Instructions for the task: Whenever a line contains "Keep", include it in the count; reply with the number of such lines in the data and nothing else.

[Dataset entries]
· · · · ·
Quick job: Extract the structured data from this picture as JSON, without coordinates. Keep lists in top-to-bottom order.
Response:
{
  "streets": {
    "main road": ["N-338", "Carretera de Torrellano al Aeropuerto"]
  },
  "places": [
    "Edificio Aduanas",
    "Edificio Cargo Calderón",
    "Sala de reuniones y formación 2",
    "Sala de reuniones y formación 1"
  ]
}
· · · · ·
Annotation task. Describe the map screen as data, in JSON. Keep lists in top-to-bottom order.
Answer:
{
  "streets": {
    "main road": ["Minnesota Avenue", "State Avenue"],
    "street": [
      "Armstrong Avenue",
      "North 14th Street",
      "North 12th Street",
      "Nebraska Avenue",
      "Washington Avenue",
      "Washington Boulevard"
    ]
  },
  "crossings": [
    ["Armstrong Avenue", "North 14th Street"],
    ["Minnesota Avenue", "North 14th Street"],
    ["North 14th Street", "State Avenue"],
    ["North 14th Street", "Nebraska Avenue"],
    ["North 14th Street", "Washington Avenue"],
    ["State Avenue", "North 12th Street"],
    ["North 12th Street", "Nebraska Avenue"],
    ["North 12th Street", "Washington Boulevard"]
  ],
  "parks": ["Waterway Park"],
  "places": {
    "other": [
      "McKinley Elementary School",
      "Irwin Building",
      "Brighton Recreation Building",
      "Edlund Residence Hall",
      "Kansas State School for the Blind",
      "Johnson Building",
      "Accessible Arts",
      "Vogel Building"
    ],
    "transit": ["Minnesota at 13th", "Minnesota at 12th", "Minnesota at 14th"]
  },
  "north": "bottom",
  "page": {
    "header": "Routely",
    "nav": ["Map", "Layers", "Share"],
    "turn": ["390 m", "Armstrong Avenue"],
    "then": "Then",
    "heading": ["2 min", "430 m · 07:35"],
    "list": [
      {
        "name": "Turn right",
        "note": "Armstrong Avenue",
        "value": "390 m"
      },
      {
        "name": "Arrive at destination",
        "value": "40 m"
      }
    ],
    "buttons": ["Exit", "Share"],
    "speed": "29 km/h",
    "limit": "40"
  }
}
· · · · ·
Answer to this exercise: 2